The mystical knowledge and practices of Moriarty had
awakened something inside the young Violet Firth. Working in the boredom and isolation of her laboratory
she gradually developed her
own natural psychic facilities, and began having astral visions. This experience led her back to the Theosophical Society library where she
discovered the writings of Annie Besant, formerly Madame Blavatsky's assistant
and by then the Theosophical Society's President.

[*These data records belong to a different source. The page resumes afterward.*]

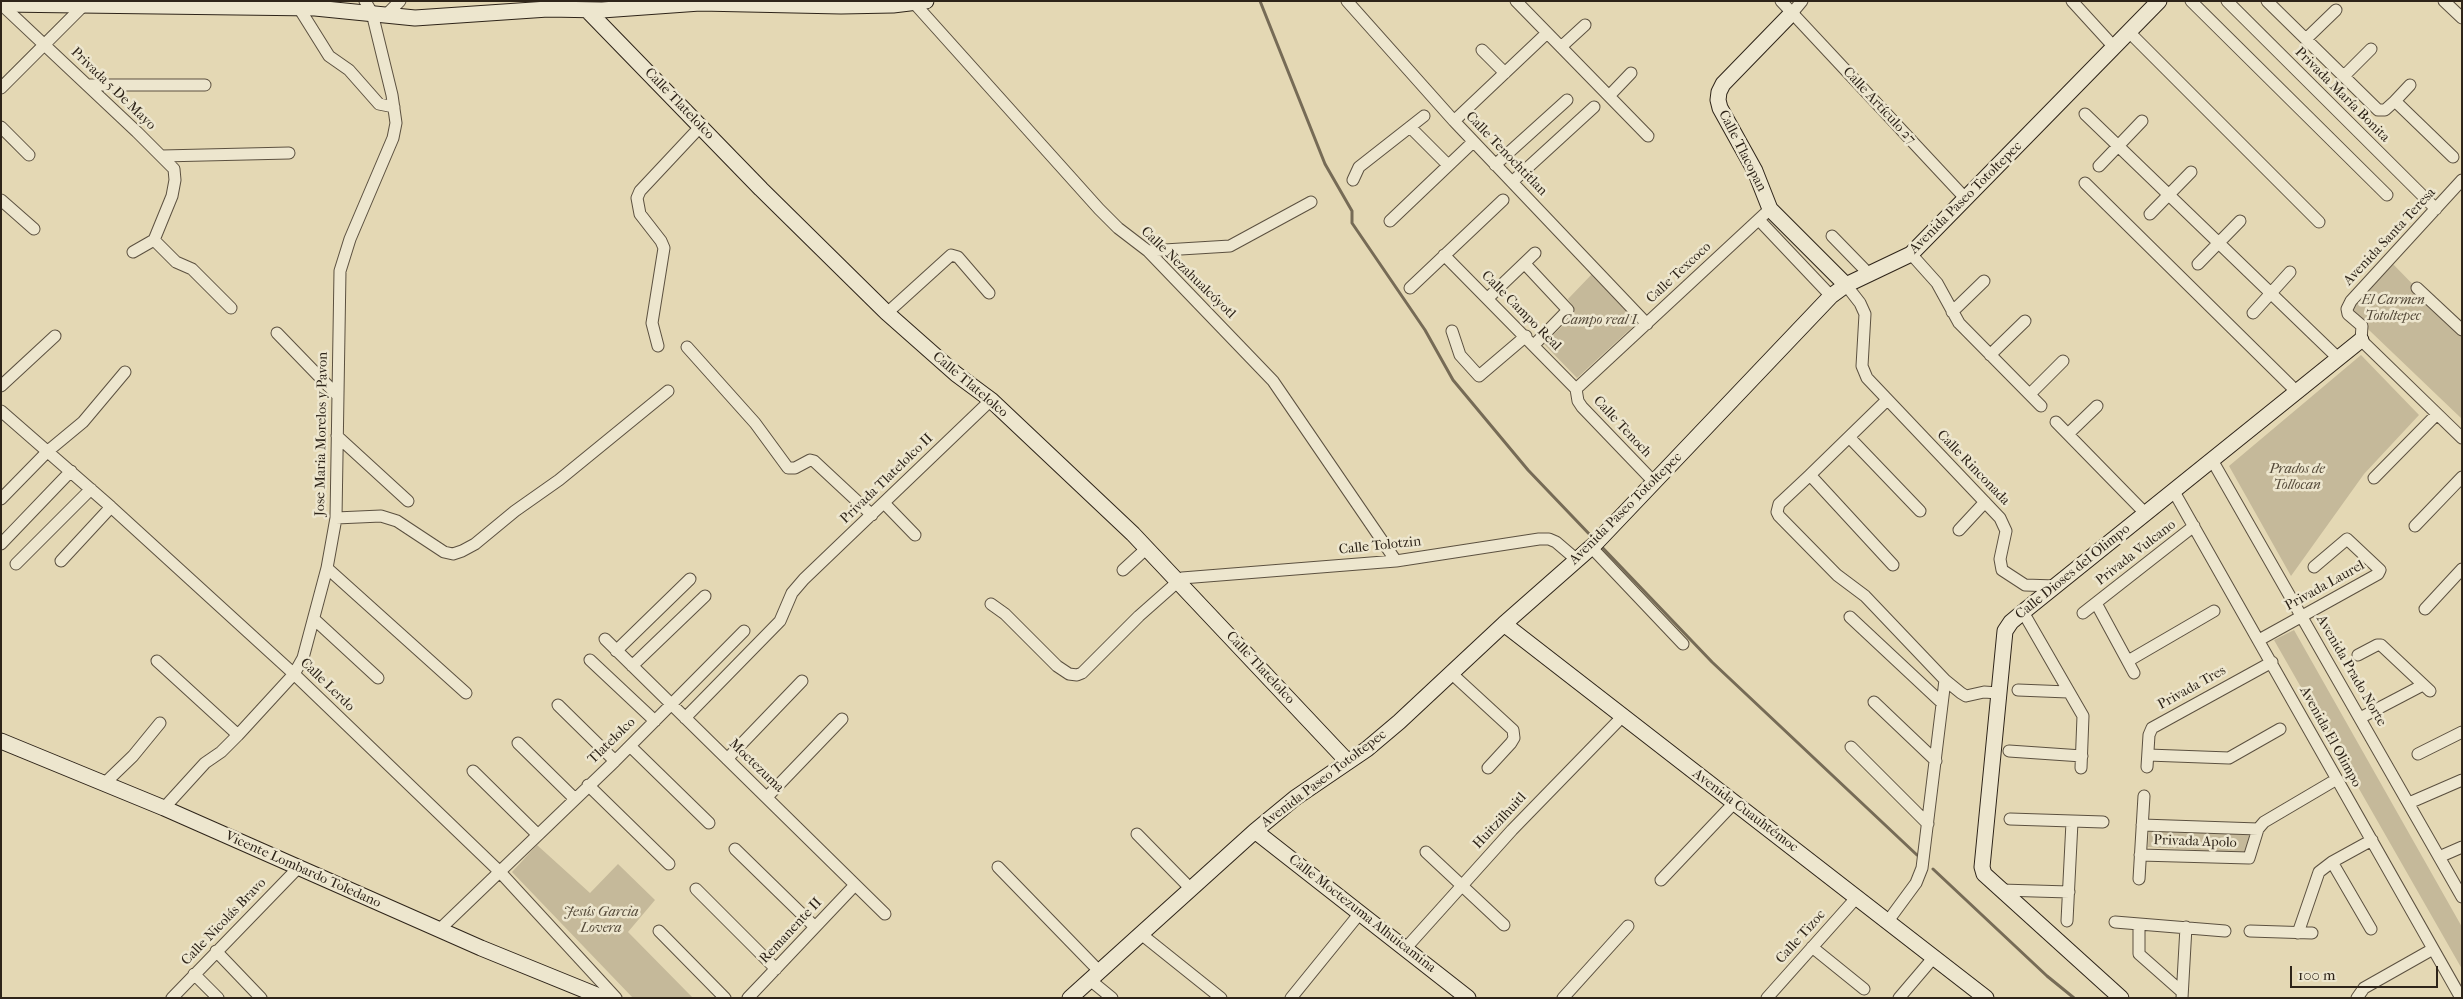 <!DOCTYPE html>
<html>
<head>
<meta charset="utf-8">
<style>
	body { margin:0 }
	#map { position:relative; width:2463px; height:999px; overflow:hidden; background:#e4d8b4; font-family:"IM FELL French Canon",serif }
	canvas { display:block }
	.frame { position:absolute; inset:0; border:2px solid #2e2419; pointer-events:none }
	.scale { position:absolute; left:2290px; top:966px; width:148px; height:22px; box-sizing:border-box; border:2px solid #2e2419; border-top:0; padding-left:6px; font-size:15px; line-height:18px; white-space:nowrap; color:#2e2419; -webkit-text-stroke:4px #ede6ce; paint-order:stroke }
</style>
</head>
<body>
<div id="map">
<canvas width="2463" height="999"></canvas>
<div class="frame"></div>
<div class="scale">100 m</div>
</div>
<script>
const g = document.querySelector('canvas').getContext('2d');
g.lineJoin = 'round';
function fill(path, color) { g.fillStyle = color; g.fill(path, 'evenodd'); }
const poly = rows => new Path2D(rows.map(r => 'M' + r).join(''));
function trace(path, color, width, dash) { g.strokeStyle = color; g.lineWidth = width; g.lineCap = dash ? 'butt' : 'round'; g.setLineDash(dash || []); g.stroke(path); }
function write(font, color, halo, rows, align = 'center') {
  g.font = font + ' "IM FELL French Canon",serif'; g.lineWidth = 5; g.setLineDash([]); g.textBaseline = 'middle'; g.strokeStyle = halo; g.fillStyle = color; for (const [text, x, y, turn = 0] of rows) {
    g.save(); g.translate(x, y); g.rotate((+turn || 0) * Math.PI / 180); g.textAlign = isNaN(turn) ? turn : align; if (halo) g.strokeText(text, 0, 0); g.fillText(text, 0, 0); g.restore();
  }
}
fill(poly([
	[2392,263,2462,335,2462,419,2347,309],
	[1592,274,1638,322,1577,378,1544,344,1573,316,1574,308,1568,299],
	[2361,355,2419,415,2364,474,2291,576,2229,466],
	[2294,630,2462,927,2462,969,2274,640],
	[2149,831,2252,834,2246,853,2148,847],
	[537,845,590,893,618,864,655,900,628,932,693,998,633,998,512,872]
]), '#c5b99a');
trace(poly([
	[1260,1,1325,164,1352,211,1352,223,1425,330,1453,380,1528,470,1593,538],
	[1599,544,1712,662,1917,855],
	[1933,869,2047,976,2074,998]
]), '#766b56', 3);
const street = poly([
	[1347,1,1454,121,1647,324],
	[1516,1,1648,136],
	[1781,1,1966,199],
	[2072,1,2114,47],
	[2191,1,2387,195],
	[2227,1,2436,209],
	[2267,1,2378,110,2385,110,2395,101,2453,157],
	[2444,1,2462,18],
	[915,4,1099,209,1118,228,1148,251,1273,381,1396,561],
	[2,5,137,132,174,169,175,180,172,196,154,240,133,252],
	[299,8,329,56,349,70,379,104,394,107],
	[1792,13,1802,1],
	[386,15,400,1],
	[2129,32,2319,222],
	[2306,39,2336,10],
	[1561,47,1585,25],
	[1482,50,1505,73],
	[2344,76,2371,49],
	[88,85,205,85],
	[1,88,86,3],
	[1609,96,1631,73],
	[2395,101,2410,85],
	[2085,114,2338,358],
	[1454,121,1547,33],
	[1,127,29,155],
	[1410,127,1448,165],
	[162,156,289,153],
	[1495,165,1567,100],
	[2099,166,2142,121],
	[1353,180,1359,167,1424,116],
	[2462,180,2351,301,2347,309,2348,314,2362,326,2361,340,2462,438],
	[1512,182,1594,107],
	[2085,183,2296,391],
	[1,200,34,229],
	[2150,214,2191,172],
	[1759,220,1831,296],
	[1390,221,1473,142],
	[1832,236,1870,275],
	[154,240,176,262,192,269,231,308],
	[1148,251,1230,246,1311,202],
	[1911,254,1937,283,1959,323,2041,406],
	[1444,255,1576,389],
	[1525,264,1568,310,1534,345],
	[2198,264,2240,221],
	[1846,285,1860,303,1865,314,1862,366,1867,378,2000,518,2006,531,2000,559,2002,570,2025,585,2055,586],
	[1410,288,1503,200],
	[2417,288,2462,330],
	[1488,298,1535,253],
	[1952,312,1984,281],
	[887,313,951,255,958,257,989,293],
	[2253,313,2290,272],
	[1452,331,1460,355,1479,376,1526,336],
	[277,333,337,395],
	[658,346,652,323,664,248,661,241,640,214,637,198,640,191,700,127],
	[687,347,755,423,788,468,795,468,810,460,814,461,872,515],
	[1990,355,2025,321],
	[1,386,55,336],
	[1576,389,1770,209],
	[1576,389,1578,401,1582,407,1654,482],
	[2030,394,2063,361],
	[1886,401,1810,475,1893,565],
	[1,411,111,507,294,674,500,872,616,998],
	[2056,422,2145,513],
	[2068,434,2097,406],
	[337,436,408,501],
	[1849,437,1920,511],
	[2212,460,2462,897],
	[1810,475,1779,504,1777,512,1779,516,1837,575,1865,596,1945,680,1961,693,1966,696,1984,692,1998,693],
	[2374,478,2437,414],
	[2173,490,2461,998],
	[1,499,48,451,83,422,125,372],
	[884,503,915,535],
	[336,518,381,516,397,521,444,552,453,554,462,551,475,544,515,511,559,480,668,391],
	[2415,526,2462,477],
	[1959,530,1985,502],
	[1,544,71,471],
	[1591,547,1683,644],
	[61,561,111,507],
	[16,564,91,489],
	[327,568,466,693],
	[1123,570,1147,548],
	[2096,603,2134,673],
	[991,604,1005,614,1057,666,1069,674,1077,675,1082,673,1139,616,1182,578,1396,561,1539,539,1549,539,1556,542,1577,560],
	[2425,609,2462,569],
	[2023,612,2083,716,2081,768],
	[2083,613,2194,526],
	[1850,617,1942,703],
	[314,619,378,678],
	[605,639,885,914],
	[2259,640,2378,574,2380,570,2347,539,2314,567],
	[616,651,690,579],
	[2358,655,2377,645,2381,645,2430,691],
	[590,660,655,721],
	[157,661,238,735],
	[2128,661,2214,611],
	[632,666,705,596],
	[1451,673,1513,730,1514,738,1511,743,1488,768],
	[2018,690,2068,692],
	[1874,702,1936,761],
	[558,705,615,761],
	[685,718,780,621,792,593,804,579,991,400],
	[2360,718,2423,685],
	[518,743,574,798],
	[630,746,709,823],
	[1851,747,1928,824],
	[2009,751,2082,756],
	[2418,754,2462,732],
	[2148,755,2229,758,2280,729],
	[727,759,802,681],
	[2147,767,2149,735,2152,728,2272,662],
	[473,771,538,835],
	[105,783,133,756,160,723],
	[588,785,669,864],
	[767,797,842,719],
	[2409,803,2462,780],
	[164,808,205,763,221,752,238,735,294,674,303,658,327,568,336,518,340,271,350,239,393,138,396,123,392,95,372,13,365,1],
	[2010,819,2103,822],
	[2142,825,2258,829],
	[1137,834,1191,889],
	[735,849,815,927],
	[1426,852,1504,925],
	[2140,855,2249,858,2258,829,2264,822,2337,779],
	[2439,857,2462,847],
	[2332,862,2371,929],
	[998,867,1100,972],
	[2139,879,2144,796],
	[1661,880,1734,803],
	[696,889,776,969],
	[2001,890,2069,892],
	[1888,921,1916,883,1922,868,1945,680],
	[2067,921,2072,822],
	[2115,922,2225,931],
	[2139,924,2139,954,2182,992],
	[439,930,615,761,744,631],
	[659,931,725,998],
	[2250,931,2312,933],
	[2298,933,2319,872,2332,862,2372,840],
	[1141,934,1221,998],
	[1812,947,1864,989],
	[1405,949,1512,830,1622,717],
	[216,951,261,998],
	[194,974,218,998],
	[1090,980,1112,998],
	[172,998,298,868],
	[748,998,855,885],
	[1291,998,1360,913],
	[1563,998,1628,926],
	[1767,998,1857,897],
	[1899,998,1934,957],
	[2182,998,2186,927],
	[2357,998,2364,988,2433,949]
]);
const secondary = poly([
	[1,4,315,8,415,18,548,9,602,10,700,3,841,6,893,5,926,1],
	[588,11,761,189,887,313,956,374,991,400,1133,534,1348,762],
	[1792,13,1723,84,1719,92,1718,100,1720,108,1755,171,1770,209,1846,285],
	[1504,624,1986,998],
	[1,741,164,808,481,948,604,998],
	[1255,831,1468,998],
	[1070,998,1255,831,1295,798,1367,749,1399,722,1504,624,1596,543,1831,296,1846,285,1911,254,2159,1],
	[2121,998,1984,874,1982,867,2005,631,2011,622,2023,612,2361,340]
]);
trace(street, '#5c5140', 13);
trace(secondary, '#2e2419', 17);
trace(street, '#ede6ce', 11);
trace(secondary, '#ede6ce', 15);
write('14px', '#2e2419', '#ede6ce', [
	["Privada 5 De Mayo",113,89,44],
	["Privada María Bonita",2342,95,45],
	["Calle Tlatelolco",679,104,46],
	["Calle Artículo 27",1879,106,47],
	["Calle Tlacopan",1742,151,63],
	["Calle Tenochtitlan",1506,154,46],
	["Avenida Paseo Totoltepec",1966,198,-45],
	["Avenida Santa Teresa",2390,237,-47],
	["Calle Nezahualcóyotl",1188,273,44],
	["Calle Texcoco",1679,273,-43],
	["Calle Campo Real",1521,311,45],
	["Calle Tlatelolco",970,385,40],
	["Calle Tenoch",1622,427,47],
	["Jose Maria Morelos y Pavon",322,434,-89],
	["Calle Rinconada",1973,468,46],
	["Privada Tlatelolco II",887,479,-44],
	["Avenida Paseo Totoltepec",1626,509,-45],
	["Calle Tolotzin",1380,546,-6],
	["Privada Vulcano",2136,553,-38],
	["Calle Dioses del Olimpo",2073,572,-39],
	["Privada Laurel",2325,586,-29],
	["Calle Tlatelolco",1260,668,47],
	["Avenida Prado Norte",2351,671,60],
	["Calle Lerdo",327,685,44],
	["Privada Tres",2192,688,-29],
	["Avenida El Olimpo",2330,737,61],
	["Tlatelolco",612,741,-44],
	["Moctezuma",756,766,44],
	["Avenida Paseo Totoltepec",1324,779,-37],
	["Avenida Cuauhtémoc",1745,811,37],
	["Huitzilhuitl",1500,821,-47],
	["Privada Apolo",2195,842,2],
	["Vicente Lombardo Toledano",303,870,24],
	["Calle Moctezuma Alhuicamina",1362,914,38],
	["Calle Nicolás Bravo",224,922,-46],
	["Remanente II",791,931,-47],
	["Calle Tizoc",1801,937,-48]
]);
write('italic 14px', '#544939', '#ede6ce', [
	["El Carmen",2393,301],
	["Totoltepec",2393,317],
	["Campo real I",1599,321],
	["Prados de",2297,470],
	["Tollocan",2297,486],
	["Jesús Garcia",601,913],
	["Lovera",601,929]
]);
</script>
</body>
</html>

It was in The Ancient Wisdom
that Violet found reference to the 'Brotherhood of the Great White Lodge' and to a
hierarchy of adepts who keep watch over the evolution of humanity. The work
stated that these Masters could still be contacted 'by all who seek them.' This
idea struck a vital cord in Violet. She became obsessed with the need to contact the Masters,
even her dreams were affected by the same desire. In one particularly memorable
and vivid dream (or perhaps vision) she found herself in the Himalayas in the
presence of two of the Masters; the message she got from this experience was
that she had been accepted as a pupil and must begin her quest for
deeper knowledge.
This she did and in 1919 joined an occult order run by Theodore
Moriarty. He became her first esoteric teacher and a man whose occult methods and ideas were to have a profound influence
on her, as she acknowledged when she based the character of Dr. Taverner in a
series of short stories called The
Secrets of Dr. Taverner, on Moriarty. Later that
year she was initiated into the Alpha et Omega Temple of the Stella
Matutina -
formerly the pioneering English magical order The Hermetic Order of the Golden Dawn.
The head of the Temple was the
novelist J.W. Brodie-Innes, author of
several extremely knowledgeable novels on witchcraft and magic, and from whom
Violet learned how to utilize her natural psychic abilities.